WHAT THE EXERCISE ASKS
Only the lines from the beginning of the data below through the line that contains "solid #fff;border-radius:50%;background:#1a73e8;box-shadow:0 0" should be repeated, exactly as written.

RECORDS
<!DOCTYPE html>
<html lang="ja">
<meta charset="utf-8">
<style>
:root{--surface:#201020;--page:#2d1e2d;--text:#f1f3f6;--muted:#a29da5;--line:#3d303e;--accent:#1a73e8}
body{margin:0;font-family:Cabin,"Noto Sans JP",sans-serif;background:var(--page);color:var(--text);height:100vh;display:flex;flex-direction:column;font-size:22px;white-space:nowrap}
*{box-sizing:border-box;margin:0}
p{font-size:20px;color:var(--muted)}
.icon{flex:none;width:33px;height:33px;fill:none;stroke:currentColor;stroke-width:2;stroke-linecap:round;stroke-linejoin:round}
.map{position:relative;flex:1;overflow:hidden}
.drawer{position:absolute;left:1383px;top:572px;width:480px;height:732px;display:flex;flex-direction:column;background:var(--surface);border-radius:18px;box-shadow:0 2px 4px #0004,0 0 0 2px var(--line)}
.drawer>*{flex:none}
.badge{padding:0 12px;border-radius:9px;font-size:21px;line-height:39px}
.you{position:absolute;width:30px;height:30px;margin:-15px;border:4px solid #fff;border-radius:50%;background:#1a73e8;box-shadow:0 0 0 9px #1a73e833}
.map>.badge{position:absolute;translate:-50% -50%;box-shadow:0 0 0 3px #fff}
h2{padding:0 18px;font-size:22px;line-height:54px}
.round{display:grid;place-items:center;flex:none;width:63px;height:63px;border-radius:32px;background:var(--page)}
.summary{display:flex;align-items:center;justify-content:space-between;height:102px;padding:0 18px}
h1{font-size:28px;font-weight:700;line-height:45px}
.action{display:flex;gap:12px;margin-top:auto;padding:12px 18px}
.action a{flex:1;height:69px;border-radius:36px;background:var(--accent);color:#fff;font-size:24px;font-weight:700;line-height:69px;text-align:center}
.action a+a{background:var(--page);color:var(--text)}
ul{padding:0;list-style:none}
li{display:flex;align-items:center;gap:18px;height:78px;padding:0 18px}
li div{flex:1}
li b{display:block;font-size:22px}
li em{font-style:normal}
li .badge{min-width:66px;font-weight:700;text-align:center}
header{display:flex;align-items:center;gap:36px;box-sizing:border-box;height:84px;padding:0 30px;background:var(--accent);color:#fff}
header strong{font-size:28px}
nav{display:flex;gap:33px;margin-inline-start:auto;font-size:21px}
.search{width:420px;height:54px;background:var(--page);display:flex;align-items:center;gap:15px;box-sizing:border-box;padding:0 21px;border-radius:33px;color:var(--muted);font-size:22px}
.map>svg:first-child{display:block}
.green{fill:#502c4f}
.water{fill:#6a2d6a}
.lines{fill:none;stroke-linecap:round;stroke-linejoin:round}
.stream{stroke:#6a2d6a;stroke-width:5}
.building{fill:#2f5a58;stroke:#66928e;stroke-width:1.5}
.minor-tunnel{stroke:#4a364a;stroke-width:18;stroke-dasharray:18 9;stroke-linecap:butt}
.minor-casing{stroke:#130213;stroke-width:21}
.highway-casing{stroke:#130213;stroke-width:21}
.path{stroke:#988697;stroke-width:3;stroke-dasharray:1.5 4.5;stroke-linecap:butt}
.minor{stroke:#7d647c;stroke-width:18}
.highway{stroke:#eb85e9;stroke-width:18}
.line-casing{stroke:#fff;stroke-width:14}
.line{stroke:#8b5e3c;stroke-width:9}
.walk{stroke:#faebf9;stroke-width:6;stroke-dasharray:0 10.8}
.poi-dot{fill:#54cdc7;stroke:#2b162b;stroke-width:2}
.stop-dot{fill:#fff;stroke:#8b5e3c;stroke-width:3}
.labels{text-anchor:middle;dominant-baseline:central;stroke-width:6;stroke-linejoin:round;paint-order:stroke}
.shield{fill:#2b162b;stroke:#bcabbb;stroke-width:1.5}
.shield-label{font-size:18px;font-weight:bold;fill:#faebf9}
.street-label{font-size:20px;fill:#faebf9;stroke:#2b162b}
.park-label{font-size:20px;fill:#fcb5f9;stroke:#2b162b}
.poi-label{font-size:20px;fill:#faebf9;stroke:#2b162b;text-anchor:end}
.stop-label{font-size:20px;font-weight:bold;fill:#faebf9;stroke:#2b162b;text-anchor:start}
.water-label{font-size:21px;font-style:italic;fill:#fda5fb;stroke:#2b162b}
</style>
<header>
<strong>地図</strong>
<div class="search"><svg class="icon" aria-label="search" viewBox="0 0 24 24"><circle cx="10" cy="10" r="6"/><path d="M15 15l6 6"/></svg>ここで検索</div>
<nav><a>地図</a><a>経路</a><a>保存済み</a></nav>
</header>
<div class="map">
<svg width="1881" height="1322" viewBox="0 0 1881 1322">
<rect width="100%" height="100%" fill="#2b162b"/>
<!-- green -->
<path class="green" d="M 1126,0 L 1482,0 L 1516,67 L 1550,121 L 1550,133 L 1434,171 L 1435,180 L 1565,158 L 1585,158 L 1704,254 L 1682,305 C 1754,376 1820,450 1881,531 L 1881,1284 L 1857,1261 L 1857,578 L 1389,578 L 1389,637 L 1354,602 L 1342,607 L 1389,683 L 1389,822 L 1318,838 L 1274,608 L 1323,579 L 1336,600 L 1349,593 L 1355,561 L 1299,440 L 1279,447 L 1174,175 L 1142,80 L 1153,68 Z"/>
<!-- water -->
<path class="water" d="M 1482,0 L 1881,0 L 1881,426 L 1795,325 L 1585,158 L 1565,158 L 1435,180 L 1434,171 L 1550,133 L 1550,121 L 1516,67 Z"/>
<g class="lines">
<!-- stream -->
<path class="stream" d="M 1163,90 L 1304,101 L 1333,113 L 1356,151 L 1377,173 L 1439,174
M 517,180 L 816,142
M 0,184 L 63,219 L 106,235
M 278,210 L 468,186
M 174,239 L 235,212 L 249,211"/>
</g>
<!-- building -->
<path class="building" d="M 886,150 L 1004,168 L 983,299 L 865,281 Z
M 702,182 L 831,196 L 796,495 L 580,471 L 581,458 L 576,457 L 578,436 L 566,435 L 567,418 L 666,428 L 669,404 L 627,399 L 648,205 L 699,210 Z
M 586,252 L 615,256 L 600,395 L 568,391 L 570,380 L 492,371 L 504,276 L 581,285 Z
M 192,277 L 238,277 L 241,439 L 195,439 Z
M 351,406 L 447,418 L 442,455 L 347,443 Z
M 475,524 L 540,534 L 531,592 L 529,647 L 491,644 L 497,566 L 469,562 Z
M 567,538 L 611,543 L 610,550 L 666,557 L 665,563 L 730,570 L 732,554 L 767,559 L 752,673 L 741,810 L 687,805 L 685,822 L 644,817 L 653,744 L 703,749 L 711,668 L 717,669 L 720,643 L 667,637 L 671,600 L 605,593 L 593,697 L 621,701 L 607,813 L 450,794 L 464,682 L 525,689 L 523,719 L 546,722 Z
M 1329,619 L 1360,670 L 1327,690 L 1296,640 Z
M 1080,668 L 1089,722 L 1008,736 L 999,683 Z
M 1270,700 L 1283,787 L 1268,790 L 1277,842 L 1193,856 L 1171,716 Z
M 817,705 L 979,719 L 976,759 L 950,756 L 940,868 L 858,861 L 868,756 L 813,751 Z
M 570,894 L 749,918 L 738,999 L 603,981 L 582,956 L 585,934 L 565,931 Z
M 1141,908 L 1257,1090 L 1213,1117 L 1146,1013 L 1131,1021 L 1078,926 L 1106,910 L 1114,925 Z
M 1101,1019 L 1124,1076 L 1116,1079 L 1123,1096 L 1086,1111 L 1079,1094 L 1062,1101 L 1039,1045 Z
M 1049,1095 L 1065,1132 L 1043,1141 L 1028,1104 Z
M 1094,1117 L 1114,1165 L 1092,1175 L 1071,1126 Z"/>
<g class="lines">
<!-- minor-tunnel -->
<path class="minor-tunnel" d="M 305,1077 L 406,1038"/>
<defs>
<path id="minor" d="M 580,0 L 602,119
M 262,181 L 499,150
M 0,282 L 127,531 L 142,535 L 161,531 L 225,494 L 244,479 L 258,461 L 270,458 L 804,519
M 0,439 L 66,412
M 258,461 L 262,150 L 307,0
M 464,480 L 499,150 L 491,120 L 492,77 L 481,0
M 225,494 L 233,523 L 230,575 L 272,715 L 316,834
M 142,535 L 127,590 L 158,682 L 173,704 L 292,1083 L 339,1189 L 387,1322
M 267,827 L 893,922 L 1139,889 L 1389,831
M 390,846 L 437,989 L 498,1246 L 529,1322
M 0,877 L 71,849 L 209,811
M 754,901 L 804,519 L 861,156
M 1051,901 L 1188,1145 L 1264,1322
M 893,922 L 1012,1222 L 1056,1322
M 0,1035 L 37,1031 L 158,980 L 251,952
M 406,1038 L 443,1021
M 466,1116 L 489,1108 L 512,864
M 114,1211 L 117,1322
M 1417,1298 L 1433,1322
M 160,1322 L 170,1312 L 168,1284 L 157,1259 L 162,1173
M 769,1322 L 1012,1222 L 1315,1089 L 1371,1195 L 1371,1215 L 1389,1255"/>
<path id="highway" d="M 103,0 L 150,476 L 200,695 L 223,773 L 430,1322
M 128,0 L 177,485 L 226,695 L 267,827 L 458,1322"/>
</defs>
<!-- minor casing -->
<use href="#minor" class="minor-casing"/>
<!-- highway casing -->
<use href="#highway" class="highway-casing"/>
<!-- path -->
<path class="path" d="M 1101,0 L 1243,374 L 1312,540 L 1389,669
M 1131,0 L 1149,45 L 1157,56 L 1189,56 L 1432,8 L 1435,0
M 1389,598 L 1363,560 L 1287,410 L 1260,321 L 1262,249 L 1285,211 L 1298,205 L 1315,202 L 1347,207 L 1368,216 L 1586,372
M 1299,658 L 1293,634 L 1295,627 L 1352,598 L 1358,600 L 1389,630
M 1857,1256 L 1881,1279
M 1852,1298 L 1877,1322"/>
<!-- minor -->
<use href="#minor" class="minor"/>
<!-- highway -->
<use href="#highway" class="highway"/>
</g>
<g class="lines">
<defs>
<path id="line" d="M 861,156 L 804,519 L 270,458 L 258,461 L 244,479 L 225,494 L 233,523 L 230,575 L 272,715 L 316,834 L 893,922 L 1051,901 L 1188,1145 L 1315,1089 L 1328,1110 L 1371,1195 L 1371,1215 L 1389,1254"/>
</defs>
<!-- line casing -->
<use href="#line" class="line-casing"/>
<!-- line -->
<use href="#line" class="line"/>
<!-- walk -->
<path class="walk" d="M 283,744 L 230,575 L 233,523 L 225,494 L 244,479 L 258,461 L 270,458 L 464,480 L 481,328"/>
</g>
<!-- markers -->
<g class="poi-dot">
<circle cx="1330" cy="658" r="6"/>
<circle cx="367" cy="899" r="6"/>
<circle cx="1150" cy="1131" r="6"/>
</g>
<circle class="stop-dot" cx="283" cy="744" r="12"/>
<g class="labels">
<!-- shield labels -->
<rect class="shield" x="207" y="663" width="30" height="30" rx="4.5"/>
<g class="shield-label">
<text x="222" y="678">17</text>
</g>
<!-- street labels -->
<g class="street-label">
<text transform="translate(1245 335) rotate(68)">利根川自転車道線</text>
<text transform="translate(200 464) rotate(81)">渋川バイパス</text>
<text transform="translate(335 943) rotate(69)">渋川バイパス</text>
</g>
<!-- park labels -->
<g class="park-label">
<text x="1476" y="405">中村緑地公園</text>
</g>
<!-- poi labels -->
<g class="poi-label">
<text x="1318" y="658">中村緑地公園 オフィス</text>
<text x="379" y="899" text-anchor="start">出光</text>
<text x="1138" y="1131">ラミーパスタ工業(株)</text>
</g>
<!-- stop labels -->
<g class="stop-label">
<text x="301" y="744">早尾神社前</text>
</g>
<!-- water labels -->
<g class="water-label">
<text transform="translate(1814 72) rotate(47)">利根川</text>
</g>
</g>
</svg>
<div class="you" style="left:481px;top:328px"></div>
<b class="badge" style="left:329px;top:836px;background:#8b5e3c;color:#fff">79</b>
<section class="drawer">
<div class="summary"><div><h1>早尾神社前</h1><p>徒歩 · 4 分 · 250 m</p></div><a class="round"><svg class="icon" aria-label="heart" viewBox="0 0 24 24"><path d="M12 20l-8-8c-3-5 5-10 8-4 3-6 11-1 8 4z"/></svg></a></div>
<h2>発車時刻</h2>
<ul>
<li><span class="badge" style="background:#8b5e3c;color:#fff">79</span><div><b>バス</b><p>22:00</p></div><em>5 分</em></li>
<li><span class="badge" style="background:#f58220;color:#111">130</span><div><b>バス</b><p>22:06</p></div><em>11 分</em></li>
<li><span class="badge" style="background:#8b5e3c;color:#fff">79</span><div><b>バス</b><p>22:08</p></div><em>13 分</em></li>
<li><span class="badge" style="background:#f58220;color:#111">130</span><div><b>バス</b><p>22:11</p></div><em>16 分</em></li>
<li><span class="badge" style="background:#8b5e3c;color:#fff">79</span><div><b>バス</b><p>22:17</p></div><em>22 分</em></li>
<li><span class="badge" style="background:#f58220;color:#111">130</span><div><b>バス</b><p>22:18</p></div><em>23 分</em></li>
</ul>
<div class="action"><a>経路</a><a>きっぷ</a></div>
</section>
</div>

RESPONSE BOX
<!DOCTYPE html>
<html lang="ja">
<meta charset="utf-8">
<style>
:root{--surface:#201020;--page:#2d1e2d;--text:#f1f3f6;--muted:#a29da5;--line:#3d303e;--accent:#1a73e8}
body{margin:0;font-family:Cabin,"Noto Sans JP",sans-serif;background:var(--page);color:var(--text);height:100vh;display:flex;flex-direction:column;font-size:22px;white-space:nowrap}
*{box-sizing:border-box;margin:0}
p{font-size:20px;color:var(--muted)}
.icon{flex:none;width:33px;height:33px;fill:none;stroke:currentColor;stroke-width:2;stroke-linecap:round;stroke-linejoin:round}
.map{position:relative;flex:1;overflow:hidden}
.drawer{position:absolute;left:1383px;top:572px;width:480px;height:732px;display:flex;flex-direction:column;background:var(--surface);border-radius:18px;box-shadow:0 2px 4px #0004,0 0 0 2px var(--line)}
.drawer>*{flex:none}
.badge{padding:0 12px;border-radius:9px;font-size:21px;line-height:39px}
.you{position:absolute;width:30px;height:30px;margin:-15px;border:4px solid #fff;border-radius:50%;background:#1a73e8;box-shadow:0 0 0 9px #1a73e833}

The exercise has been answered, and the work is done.